Repository logo

Infoscience

  • English
  • French
Log In
Logo EPFL, École polytechnique fédérale de Lausanne

Infoscience

  • English
  • French
Log In
  1. Home
  2. Academic and Research Output
  3. EPFL thesis
  4. Modelling cochlea and its interaction with the auditory path for speech processing
 
doctoral thesis

Modelling cochlea and its interaction with the auditory path for speech processing

Coppieters De Gibson, Louise Clothilde  
2025

This thesis explores the intersection of physiological modelling and computational techniques in advancing Automatic Speech Recognition (ASR) systems. Contemporary ASR, often driven by attention models and self-supervised learning, has achieved remarkable accuracy, but remains decoupled from more recent physiological principles. In the meantime, significant progress has been made in understanding the function of the cochlea, the auditory system's sensory organ. Originally viewed as a passive filter bank, the cochlea is now understood to function as an active amplifier, well modelled by a Hopf oscillator.

The goal of this thesis is to investigate how such advances in physiological understanding can be studied in the context of such state of the art ASR techniques. To this end, the thesis is organised as two interacting threads.

In a first thread, we investigate modularity, which proposes strategies to integrate and combine different types of machine learning models, using different experts, or combine new frontend models with pretrained large transformer models. In a preliminary study, we show that modularity can be used to optimise an ASR model for different types of environmental noise.

In a second thread, we utilise modularity to investigate how to incorporate improved cochlear understanding into ASR systems, creating a two-way bridge where insights from computational approaches inform auditory physiology.
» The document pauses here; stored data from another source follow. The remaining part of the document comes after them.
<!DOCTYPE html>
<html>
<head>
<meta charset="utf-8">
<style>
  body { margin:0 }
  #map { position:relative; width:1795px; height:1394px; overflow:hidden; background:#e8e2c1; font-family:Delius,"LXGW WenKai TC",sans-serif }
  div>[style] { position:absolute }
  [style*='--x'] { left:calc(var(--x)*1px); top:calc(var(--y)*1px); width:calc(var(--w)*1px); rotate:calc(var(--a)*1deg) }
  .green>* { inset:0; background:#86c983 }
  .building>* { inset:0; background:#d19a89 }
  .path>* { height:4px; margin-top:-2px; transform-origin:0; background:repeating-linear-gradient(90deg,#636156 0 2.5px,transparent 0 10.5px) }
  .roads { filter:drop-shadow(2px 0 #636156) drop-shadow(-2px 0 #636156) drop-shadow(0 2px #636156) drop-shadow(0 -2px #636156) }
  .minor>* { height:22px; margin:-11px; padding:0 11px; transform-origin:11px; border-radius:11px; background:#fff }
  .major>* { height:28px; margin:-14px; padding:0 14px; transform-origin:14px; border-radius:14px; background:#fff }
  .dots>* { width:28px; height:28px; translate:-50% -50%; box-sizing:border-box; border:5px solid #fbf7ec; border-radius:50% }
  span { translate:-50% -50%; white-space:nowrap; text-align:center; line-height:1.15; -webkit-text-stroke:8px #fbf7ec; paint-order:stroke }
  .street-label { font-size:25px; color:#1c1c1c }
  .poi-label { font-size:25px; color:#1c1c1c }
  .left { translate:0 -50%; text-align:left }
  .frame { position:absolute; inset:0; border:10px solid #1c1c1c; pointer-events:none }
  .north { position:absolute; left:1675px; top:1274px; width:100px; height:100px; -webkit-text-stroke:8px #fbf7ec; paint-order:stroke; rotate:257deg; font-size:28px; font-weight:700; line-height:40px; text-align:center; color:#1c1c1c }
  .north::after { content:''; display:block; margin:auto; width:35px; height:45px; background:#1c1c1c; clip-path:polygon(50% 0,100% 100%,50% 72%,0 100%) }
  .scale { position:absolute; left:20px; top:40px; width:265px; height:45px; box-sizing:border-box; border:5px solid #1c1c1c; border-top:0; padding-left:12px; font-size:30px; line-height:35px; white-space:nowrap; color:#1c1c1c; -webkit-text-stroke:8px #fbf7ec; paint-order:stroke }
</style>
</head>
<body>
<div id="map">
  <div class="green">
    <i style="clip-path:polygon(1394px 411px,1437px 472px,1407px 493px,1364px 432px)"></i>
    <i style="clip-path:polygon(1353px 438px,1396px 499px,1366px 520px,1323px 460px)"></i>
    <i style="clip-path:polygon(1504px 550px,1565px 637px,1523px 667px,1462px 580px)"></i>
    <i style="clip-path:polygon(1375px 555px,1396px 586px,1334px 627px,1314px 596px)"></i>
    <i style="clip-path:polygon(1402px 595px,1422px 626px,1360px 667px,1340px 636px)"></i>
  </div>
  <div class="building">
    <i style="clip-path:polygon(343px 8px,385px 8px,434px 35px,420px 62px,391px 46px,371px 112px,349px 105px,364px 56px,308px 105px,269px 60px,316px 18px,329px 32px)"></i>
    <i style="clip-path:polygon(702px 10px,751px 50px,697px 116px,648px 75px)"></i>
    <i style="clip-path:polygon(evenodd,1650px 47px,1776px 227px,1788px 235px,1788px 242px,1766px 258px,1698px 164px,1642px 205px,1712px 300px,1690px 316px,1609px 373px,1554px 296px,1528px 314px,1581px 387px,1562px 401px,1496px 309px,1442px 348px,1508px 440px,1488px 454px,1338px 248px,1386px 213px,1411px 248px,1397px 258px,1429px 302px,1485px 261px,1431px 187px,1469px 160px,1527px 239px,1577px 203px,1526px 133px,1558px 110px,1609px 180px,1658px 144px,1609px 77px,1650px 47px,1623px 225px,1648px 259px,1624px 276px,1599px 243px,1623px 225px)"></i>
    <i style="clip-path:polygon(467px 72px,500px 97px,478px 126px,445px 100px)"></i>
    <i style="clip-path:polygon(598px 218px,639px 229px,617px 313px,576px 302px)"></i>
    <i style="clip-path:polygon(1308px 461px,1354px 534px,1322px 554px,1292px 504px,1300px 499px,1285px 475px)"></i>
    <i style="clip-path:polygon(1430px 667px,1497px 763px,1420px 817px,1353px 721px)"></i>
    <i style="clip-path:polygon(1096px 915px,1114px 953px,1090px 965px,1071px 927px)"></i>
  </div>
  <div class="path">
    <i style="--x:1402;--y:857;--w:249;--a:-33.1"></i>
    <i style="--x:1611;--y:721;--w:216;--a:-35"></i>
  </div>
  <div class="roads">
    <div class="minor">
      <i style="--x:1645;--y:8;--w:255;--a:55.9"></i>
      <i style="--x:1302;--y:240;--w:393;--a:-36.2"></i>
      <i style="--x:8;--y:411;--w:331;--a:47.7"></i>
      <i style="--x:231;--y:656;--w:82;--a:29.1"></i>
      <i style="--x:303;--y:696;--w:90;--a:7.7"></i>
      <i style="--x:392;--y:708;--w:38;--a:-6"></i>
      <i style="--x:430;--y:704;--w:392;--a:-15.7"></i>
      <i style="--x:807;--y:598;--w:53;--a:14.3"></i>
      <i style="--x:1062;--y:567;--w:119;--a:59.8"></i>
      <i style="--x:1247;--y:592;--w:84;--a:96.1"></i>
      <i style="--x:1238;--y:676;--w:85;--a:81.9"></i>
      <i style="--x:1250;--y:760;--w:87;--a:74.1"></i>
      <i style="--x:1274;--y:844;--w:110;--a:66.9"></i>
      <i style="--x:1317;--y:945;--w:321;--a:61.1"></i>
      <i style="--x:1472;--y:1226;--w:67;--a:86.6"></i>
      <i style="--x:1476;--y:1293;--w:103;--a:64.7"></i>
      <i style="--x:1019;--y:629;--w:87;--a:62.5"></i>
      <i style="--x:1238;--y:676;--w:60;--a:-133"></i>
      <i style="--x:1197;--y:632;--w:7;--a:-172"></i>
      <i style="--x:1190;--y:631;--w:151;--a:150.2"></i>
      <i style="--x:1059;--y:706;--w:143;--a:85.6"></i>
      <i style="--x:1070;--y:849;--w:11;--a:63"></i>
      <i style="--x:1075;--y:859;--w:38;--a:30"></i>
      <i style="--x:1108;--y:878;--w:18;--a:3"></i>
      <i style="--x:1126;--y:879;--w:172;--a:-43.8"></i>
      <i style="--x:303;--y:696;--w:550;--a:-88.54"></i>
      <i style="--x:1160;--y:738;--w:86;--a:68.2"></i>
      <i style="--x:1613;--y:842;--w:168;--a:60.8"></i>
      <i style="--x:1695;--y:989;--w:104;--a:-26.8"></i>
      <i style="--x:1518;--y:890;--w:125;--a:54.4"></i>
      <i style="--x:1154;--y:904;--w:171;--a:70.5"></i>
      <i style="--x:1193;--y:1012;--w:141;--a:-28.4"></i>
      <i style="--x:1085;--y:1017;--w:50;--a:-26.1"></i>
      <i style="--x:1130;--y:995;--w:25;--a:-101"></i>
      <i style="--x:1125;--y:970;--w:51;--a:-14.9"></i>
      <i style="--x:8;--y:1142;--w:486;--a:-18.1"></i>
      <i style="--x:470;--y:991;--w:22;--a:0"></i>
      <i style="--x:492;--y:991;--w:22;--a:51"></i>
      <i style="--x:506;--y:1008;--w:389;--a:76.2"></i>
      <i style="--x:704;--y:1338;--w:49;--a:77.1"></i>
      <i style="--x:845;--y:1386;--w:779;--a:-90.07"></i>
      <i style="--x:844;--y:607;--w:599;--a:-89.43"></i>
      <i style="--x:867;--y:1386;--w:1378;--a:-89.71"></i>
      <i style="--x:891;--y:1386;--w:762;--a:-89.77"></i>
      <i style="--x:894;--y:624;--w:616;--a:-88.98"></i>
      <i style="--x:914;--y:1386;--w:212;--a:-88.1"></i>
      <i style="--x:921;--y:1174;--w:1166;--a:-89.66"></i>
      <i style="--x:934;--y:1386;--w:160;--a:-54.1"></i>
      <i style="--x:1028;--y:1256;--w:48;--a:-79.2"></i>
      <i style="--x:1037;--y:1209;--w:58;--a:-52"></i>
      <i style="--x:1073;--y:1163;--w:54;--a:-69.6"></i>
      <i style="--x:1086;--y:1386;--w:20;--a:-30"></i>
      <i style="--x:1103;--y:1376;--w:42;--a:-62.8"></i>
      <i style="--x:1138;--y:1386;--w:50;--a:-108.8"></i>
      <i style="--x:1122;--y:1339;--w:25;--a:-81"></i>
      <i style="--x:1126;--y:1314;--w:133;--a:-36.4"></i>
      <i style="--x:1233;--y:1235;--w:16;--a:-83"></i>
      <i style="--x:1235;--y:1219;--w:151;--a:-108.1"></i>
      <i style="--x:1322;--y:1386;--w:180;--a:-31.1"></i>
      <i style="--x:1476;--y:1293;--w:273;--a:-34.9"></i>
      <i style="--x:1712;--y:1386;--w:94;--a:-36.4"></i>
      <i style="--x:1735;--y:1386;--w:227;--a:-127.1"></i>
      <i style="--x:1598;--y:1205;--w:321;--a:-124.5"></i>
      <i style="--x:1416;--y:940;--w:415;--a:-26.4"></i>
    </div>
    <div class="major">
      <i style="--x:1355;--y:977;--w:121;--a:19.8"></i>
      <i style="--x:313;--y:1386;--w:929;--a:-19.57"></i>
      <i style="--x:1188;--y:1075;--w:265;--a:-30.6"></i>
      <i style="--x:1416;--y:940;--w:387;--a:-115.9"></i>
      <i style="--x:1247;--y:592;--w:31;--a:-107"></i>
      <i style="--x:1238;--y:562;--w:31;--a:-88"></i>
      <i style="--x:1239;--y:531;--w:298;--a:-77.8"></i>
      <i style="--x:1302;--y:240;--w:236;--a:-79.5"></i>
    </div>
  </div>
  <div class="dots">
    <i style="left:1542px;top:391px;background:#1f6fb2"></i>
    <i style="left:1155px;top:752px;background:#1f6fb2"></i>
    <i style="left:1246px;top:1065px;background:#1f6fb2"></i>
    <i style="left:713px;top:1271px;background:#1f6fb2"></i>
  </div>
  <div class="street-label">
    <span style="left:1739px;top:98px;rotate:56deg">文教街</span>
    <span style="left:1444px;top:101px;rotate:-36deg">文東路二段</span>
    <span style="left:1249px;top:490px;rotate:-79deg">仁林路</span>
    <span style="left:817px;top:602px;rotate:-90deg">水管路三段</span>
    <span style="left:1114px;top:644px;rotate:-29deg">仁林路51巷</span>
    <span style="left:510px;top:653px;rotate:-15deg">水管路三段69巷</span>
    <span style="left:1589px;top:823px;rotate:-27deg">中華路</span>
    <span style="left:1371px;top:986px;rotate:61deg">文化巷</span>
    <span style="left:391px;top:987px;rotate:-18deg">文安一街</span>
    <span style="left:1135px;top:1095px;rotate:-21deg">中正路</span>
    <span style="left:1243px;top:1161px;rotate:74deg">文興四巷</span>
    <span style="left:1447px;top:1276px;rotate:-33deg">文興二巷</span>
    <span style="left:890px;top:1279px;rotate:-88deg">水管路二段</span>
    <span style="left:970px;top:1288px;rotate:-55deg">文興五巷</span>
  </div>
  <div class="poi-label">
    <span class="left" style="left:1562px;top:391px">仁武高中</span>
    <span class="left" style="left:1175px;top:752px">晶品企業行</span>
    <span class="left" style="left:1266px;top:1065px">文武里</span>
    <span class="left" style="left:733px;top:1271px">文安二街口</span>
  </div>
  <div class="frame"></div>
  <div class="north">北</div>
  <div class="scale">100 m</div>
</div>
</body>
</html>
After studying established techniques such as CARFAC and SincNet, we investigate trainable filter banks within a convolutional neural network (CNN) structure to determine key hyperparameters for ASR performance. This study also highlights interesting insights filters tend to learn when able to train in an ASR context.

Finally, we combine the threads by embedding a Hopf-based cochlear model within an ASR system, informed by the learned filter bank parameters. We show that the Hopf mechanism demonstrates the expected cube root compression and gain control. Moreover, a larger feedback loop, modelling the olivocochlear efferent path further enhances the overall performance. The resulting system, offers valuable insights for future interdisciplinary studies between ASR and physiological auditory models.

  • Files
  • Details
  • Metrics
Loading...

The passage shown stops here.